[ASSIGNED TASK]: Lines containing the word "Villa" are the ones to copy from the records below.

[SUPPLIED RECORDS]:
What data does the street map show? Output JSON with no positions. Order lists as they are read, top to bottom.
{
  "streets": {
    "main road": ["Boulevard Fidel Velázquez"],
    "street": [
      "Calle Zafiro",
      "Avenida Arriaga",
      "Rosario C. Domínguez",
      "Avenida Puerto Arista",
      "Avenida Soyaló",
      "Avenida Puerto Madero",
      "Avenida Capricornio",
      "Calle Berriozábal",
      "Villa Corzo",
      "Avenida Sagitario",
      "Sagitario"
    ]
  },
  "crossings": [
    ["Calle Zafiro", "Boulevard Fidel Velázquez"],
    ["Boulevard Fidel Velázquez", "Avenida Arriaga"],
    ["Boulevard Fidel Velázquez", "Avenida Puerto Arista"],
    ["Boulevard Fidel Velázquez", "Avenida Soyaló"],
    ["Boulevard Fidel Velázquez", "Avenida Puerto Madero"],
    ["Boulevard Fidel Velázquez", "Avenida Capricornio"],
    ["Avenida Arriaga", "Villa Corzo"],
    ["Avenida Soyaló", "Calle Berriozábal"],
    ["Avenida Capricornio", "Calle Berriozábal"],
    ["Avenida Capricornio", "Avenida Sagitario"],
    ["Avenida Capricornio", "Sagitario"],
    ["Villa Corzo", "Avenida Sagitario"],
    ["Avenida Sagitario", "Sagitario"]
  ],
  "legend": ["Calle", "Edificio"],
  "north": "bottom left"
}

[FINAL ANSWER]:
      "Villa Corzo",
    ["Avenida Arriaga", "Villa Corzo"],
    ["Villa Corzo", "Avenida Sagitario"],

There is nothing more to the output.